Supplied data section start

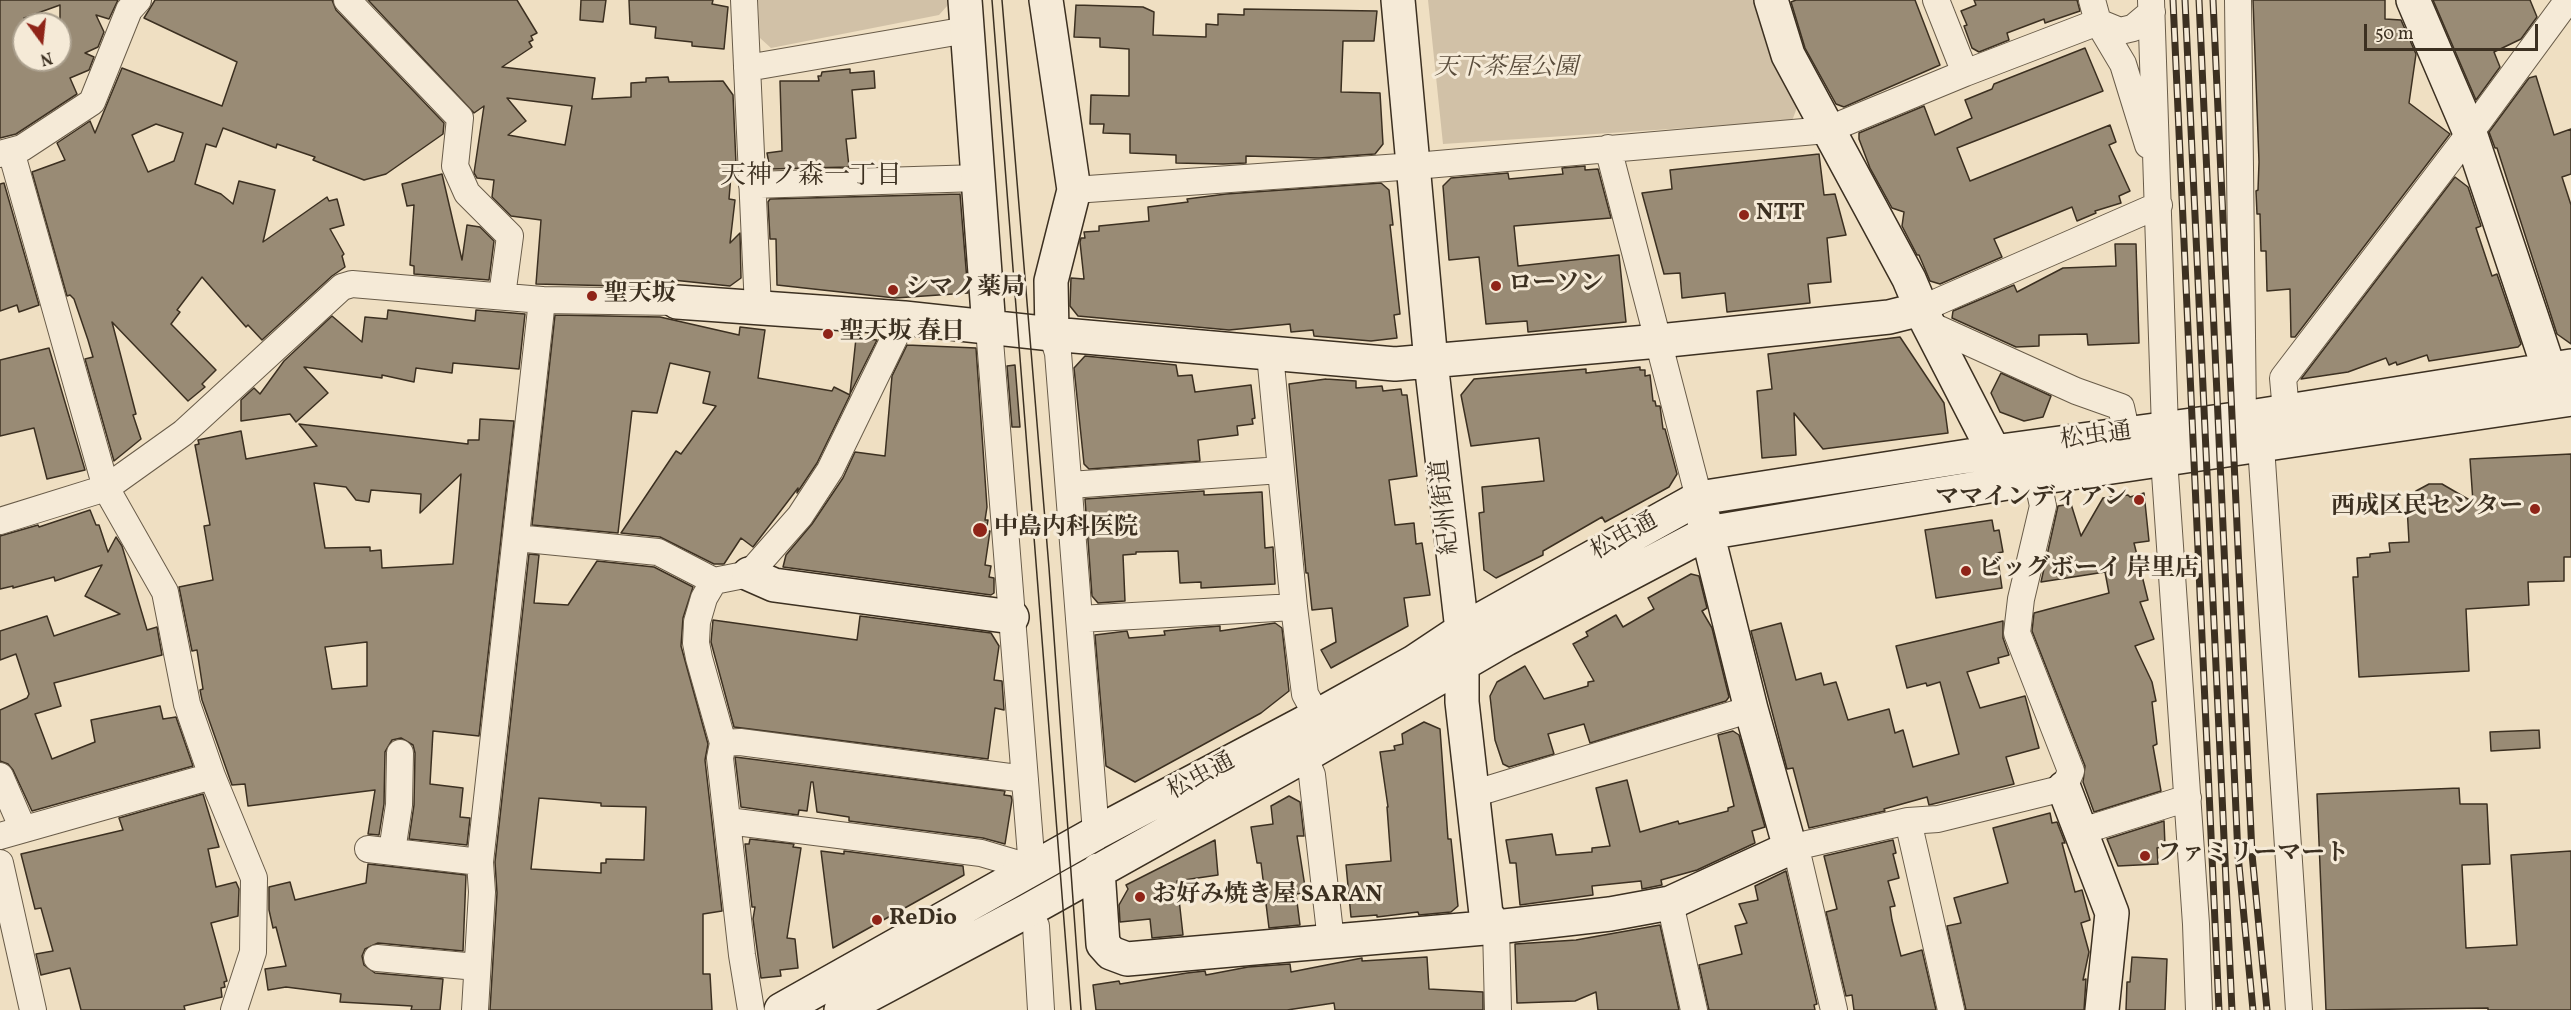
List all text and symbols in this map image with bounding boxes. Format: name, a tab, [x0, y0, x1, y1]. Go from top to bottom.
north arrow	[12, 12, 72, 72]
scale bar	[2367, 12, 2541, 50]
text: 50 m	[2375, 22, 2414, 47]
text: N	[38, 45, 55, 70]
park label: 天下茶屋公園	[1434, 56, 1578, 84]
district label: 天神ノ森一丁目	[720, 162, 902, 194]
place label: NTT	[1756, 201, 1805, 229]
marker: NTT	[1737, 208, 1751, 222]
place label: ローソン	[1508, 272, 1604, 300]
place label: シマノ薬局	[905, 276, 1025, 304]
marker: ローソン	[1489, 279, 1503, 293]
place label: 聖天坂	[604, 282, 676, 310]
marker: シマノ薬局	[886, 283, 900, 297]
marker: 聖天坂	[585, 289, 599, 303]
place label: 聖天坂 春日	[840, 320, 965, 348]
marker: 聖天坂 春日	[821, 327, 835, 341]
street label: 松虫通	[2058, 419, 2134, 457]
street label: 紀州街道	[1428, 458, 1466, 556]
place label: ママインディアン	[1935, 486, 2127, 514]
marker: ママインディアン	[2132, 493, 2146, 507]
place label: 西成区民センター	[2331, 495, 2523, 523]
marker: 西成区民センター	[2528, 502, 2542, 516]
street label: 松虫通	[1587, 508, 1663, 568]
place label: 中島内科医院	[994, 516, 1138, 544]
marker: 中島内科医院	[971, 521, 989, 539]
place label: ビッグボーイ 岸里店	[1978, 557, 2199, 585]
marker: ビッグボーイ 岸里店	[1959, 564, 1973, 578]
street label: 松虫通	[1163, 748, 1241, 808]
place label: ファミリーマート	[2157, 842, 2349, 870]
marker: ファミリーマート	[2138, 849, 2152, 863]
place label: お好み焼き屋 SARAN	[1152, 883, 1383, 911]
marker: お好み焼き屋 SARAN	[1133, 890, 1147, 904]
place label: ReDio	[889, 906, 957, 934]
marker: ReDio	[870, 913, 884, 927]

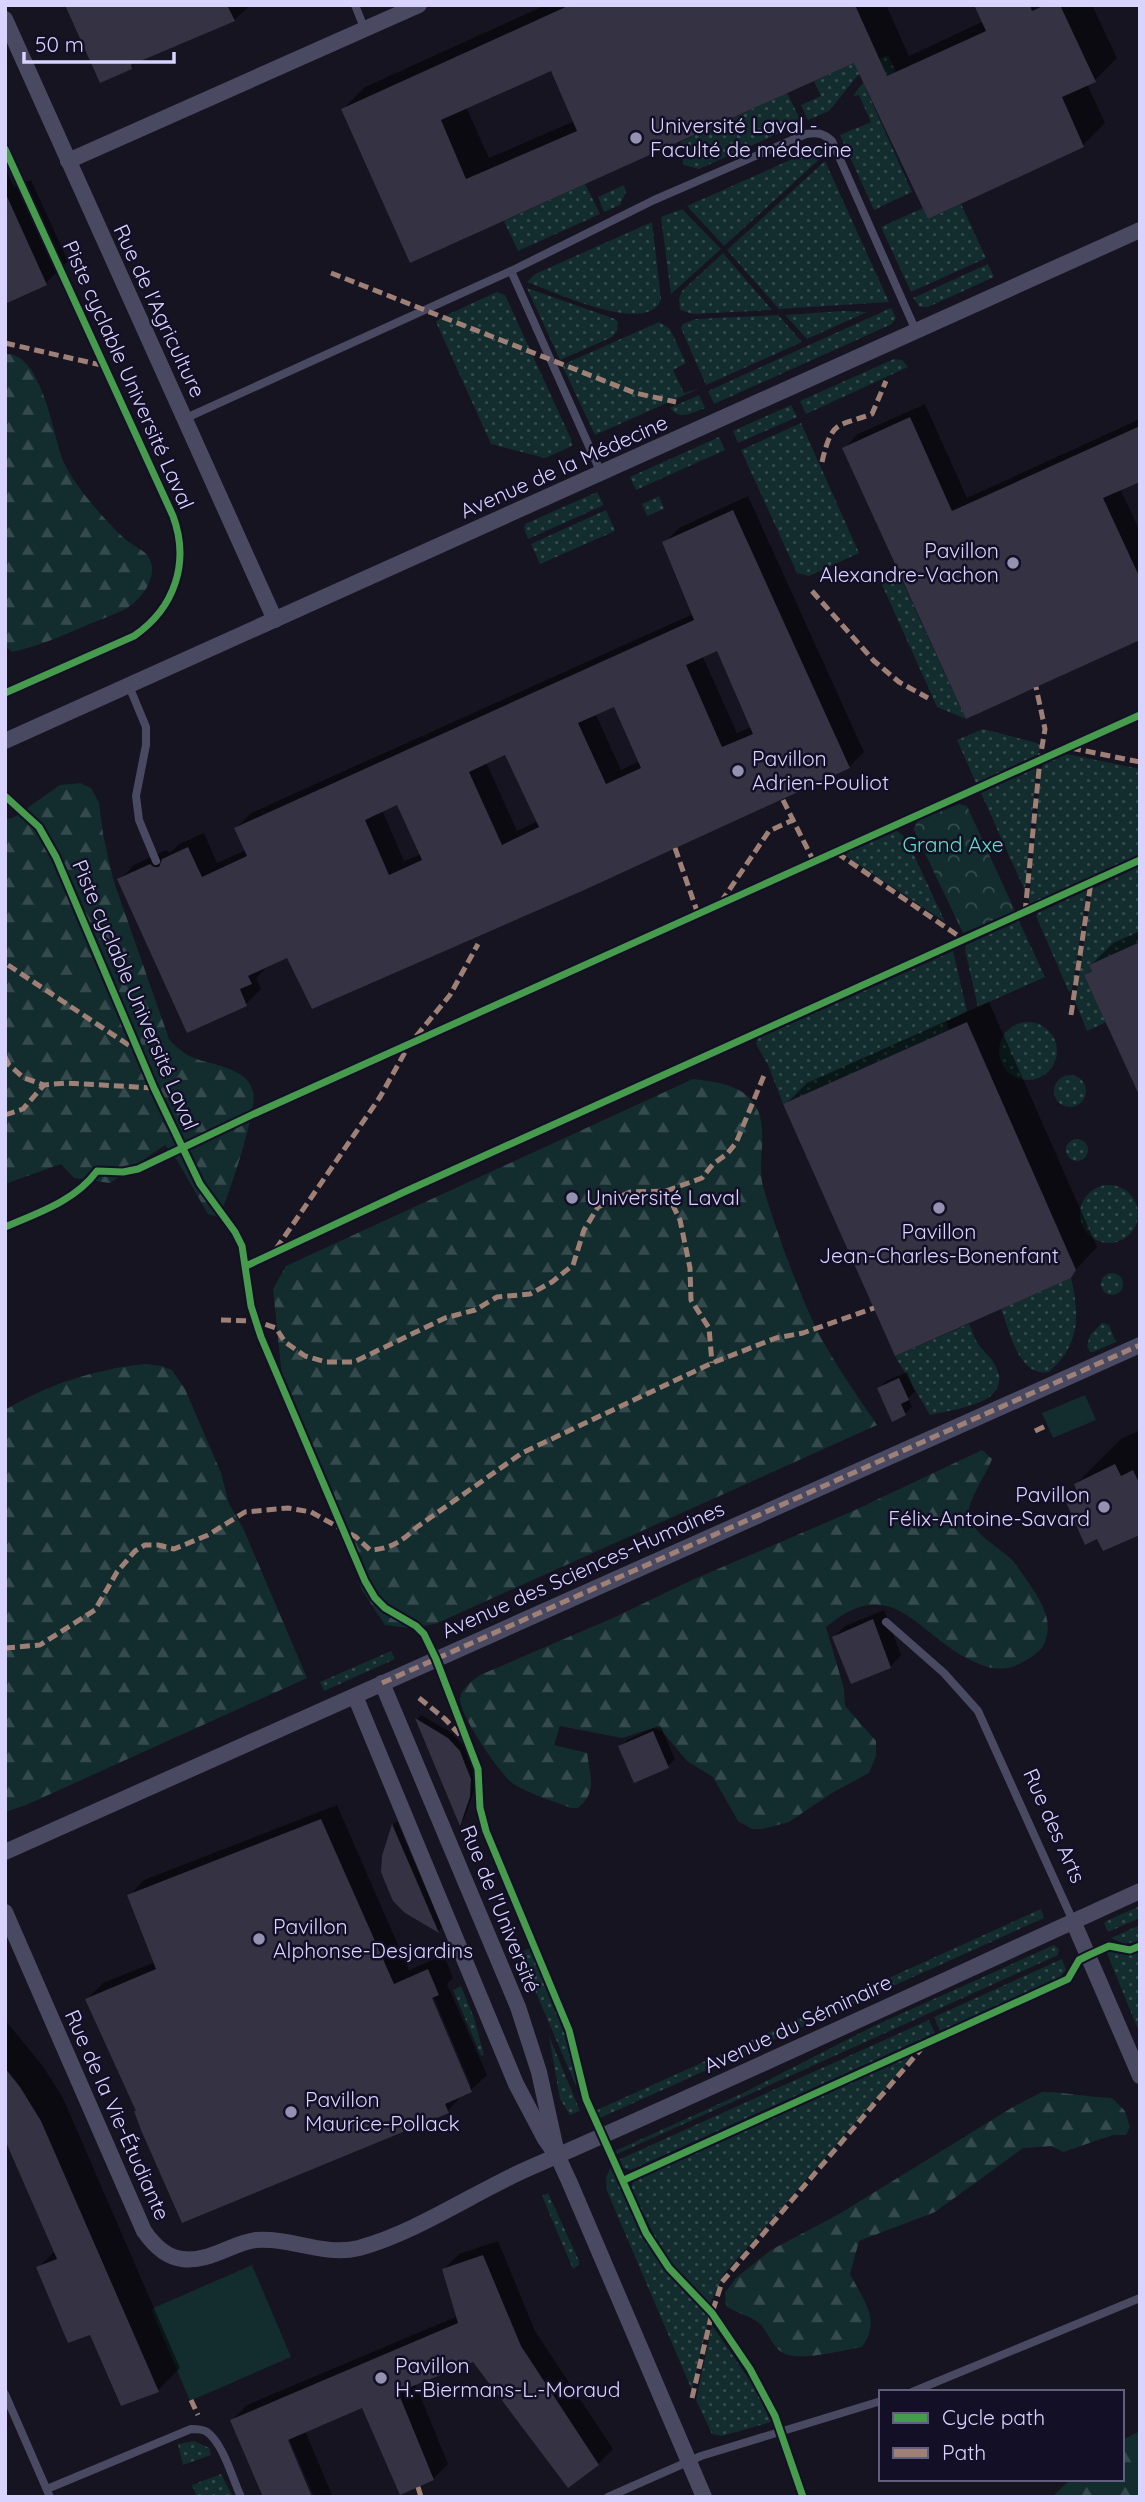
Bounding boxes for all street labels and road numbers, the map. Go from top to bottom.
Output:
street label: Rue de l'Agriculture [108,220,211,401]
street label: Piste cyclable Université Laval [58,236,200,513]
street label: Avenue de la Médecine [456,409,671,524]
street label: Piste cyclable Université Laval [67,855,205,1134]
street label: Avenue des Sciences-Humaines [437,1495,728,1643]
street label: Rue des Arts [1018,1764,1092,1887]
street label: Rue de l'Université [455,1821,546,1996]
street label: Avenue du Séminaire [699,1968,896,2078]
street label: Rue de la Vie-Étudiante [60,2005,176,2224]

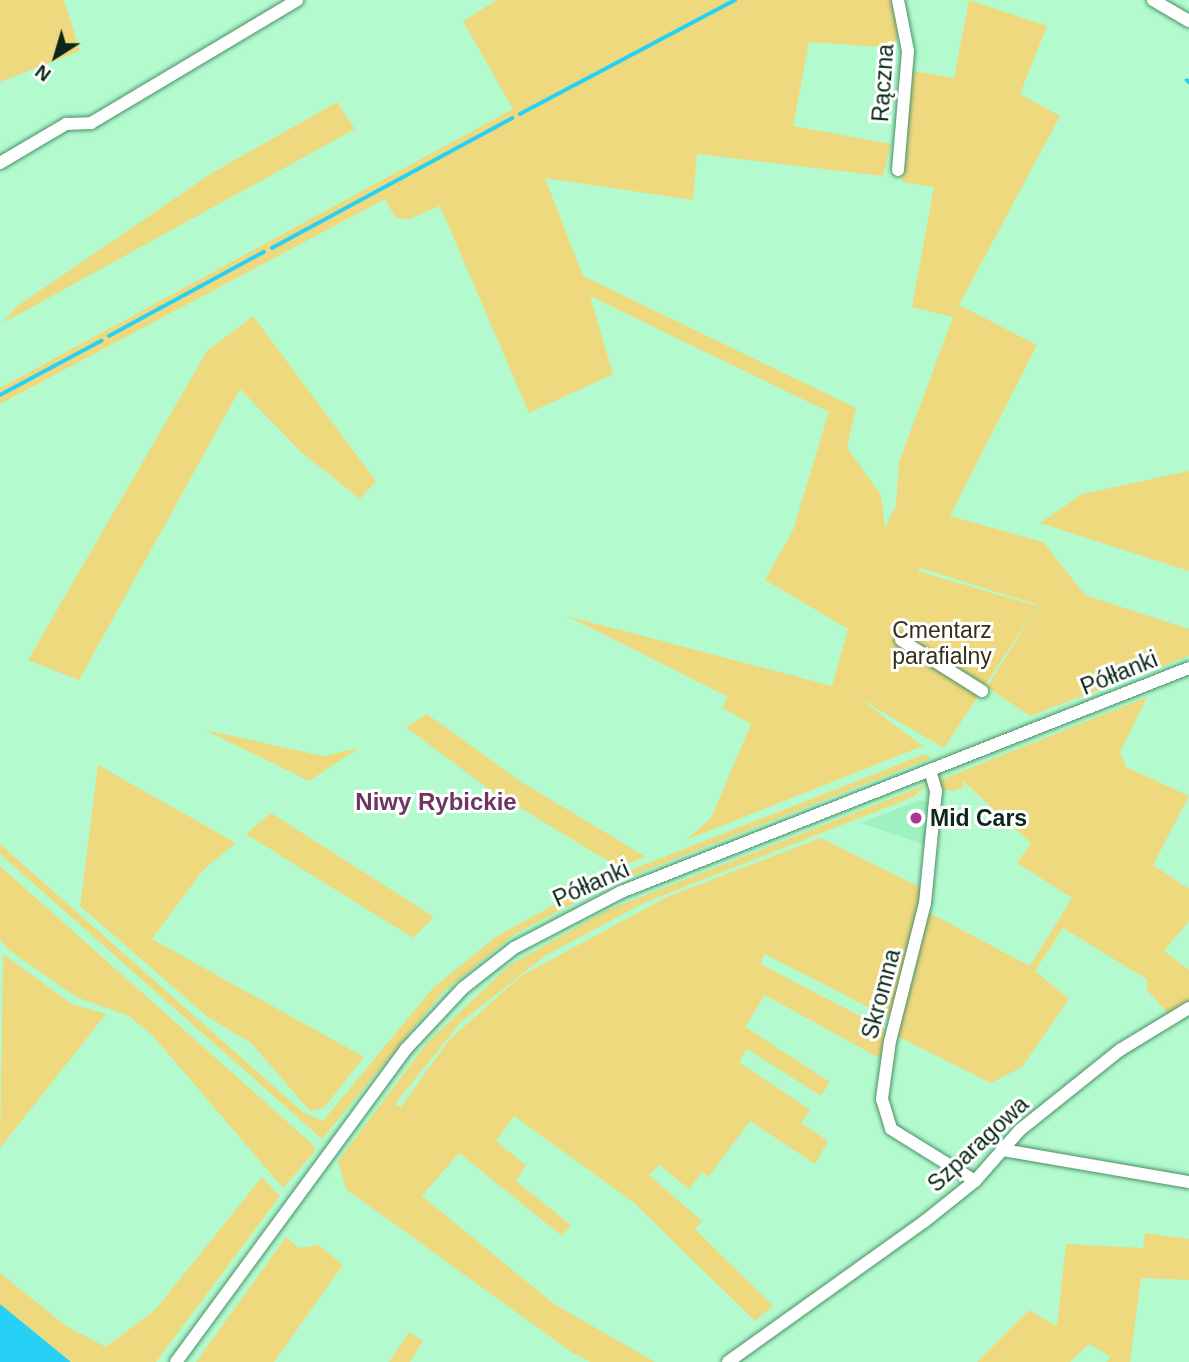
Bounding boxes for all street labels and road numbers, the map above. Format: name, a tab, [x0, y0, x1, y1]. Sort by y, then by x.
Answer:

Supplied data section end

§ Try it
Once the pictures are removed, output the remaining material exactly.

§ Output for this exercise
List all text and symbols in this map image with bounding boxes. Format: name, a tab, [x0, y0, x1, y1]. Go from top to bottom.
north arrow	[12, 12, 72, 72]
scale bar	[2367, 12, 2541, 50]
text: 50 m	[2375, 22, 2414, 47]
text: N	[38, 45, 55, 70]
park label: 天下茶屋公園	[1434, 56, 1578, 84]
district label: 天神ノ森一丁目	[720, 162, 902, 194]
place label: NTT	[1756, 201, 1805, 229]
marker: NTT	[1737, 208, 1751, 222]
place label: ローソン	[1508, 272, 1604, 300]
place label: シマノ薬局	[905, 276, 1025, 304]
marker: ローソン	[1489, 279, 1503, 293]
place label: 聖天坂	[604, 282, 676, 310]
marker: シマノ薬局	[886, 283, 900, 297]
marker: 聖天坂	[585, 289, 599, 303]
place label: 聖天坂 春日	[840, 320, 965, 348]
marker: 聖天坂 春日	[821, 327, 835, 341]
street label: 松虫通	[2058, 419, 2134, 457]
street label: 紀州街道	[1428, 458, 1466, 556]
place label: ママインディアン	[1935, 486, 2127, 514]
marker: ママインディアン	[2132, 493, 2146, 507]
place label: 西成区民センター	[2331, 495, 2523, 523]
marker: 西成区民センター	[2528, 502, 2542, 516]
street label: 松虫通	[1587, 508, 1663, 568]
place label: 中島内科医院	[994, 516, 1138, 544]
marker: 中島内科医院	[971, 521, 989, 539]
place label: ビッグボーイ 岸里店	[1978, 557, 2199, 585]
marker: ビッグボーイ 岸里店	[1959, 564, 1973, 578]
street label: 松虫通	[1163, 748, 1241, 808]
place label: ファミリーマート	[2157, 842, 2349, 870]
marker: ファミリーマート	[2138, 849, 2152, 863]
place label: お好み焼き屋 SARAN	[1152, 883, 1383, 911]
marker: お好み焼き屋 SARAN	[1133, 890, 1147, 904]
place label: ReDio	[889, 906, 957, 934]
marker: ReDio	[870, 913, 884, 927]

Bounding boxes for all street labels and road numbers, the map. Go from top to bottom.
Output:
street label: Rue de l'Agriculture [108,220,211,401]
street label: Piste cyclable Université Laval [58,236,200,513]
street label: Avenue de la Médecine [456,409,671,524]
street label: Piste cyclable Université Laval [67,855,205,1134]
street label: Avenue des Sciences-Humaines [437,1495,728,1643]
street label: Rue des Arts [1018,1764,1092,1887]
street label: Rue de l'Université [455,1821,546,1996]
street label: Avenue du Séminaire [699,1968,896,2078]
street label: Rue de la Vie-Étudiante [60,2005,176,2224]

Bounding boxes for all street labels and road numbers, the map above. Format: name, a tab, [x0, y0, x1, y1]. Sort by y, then by x.
Answer:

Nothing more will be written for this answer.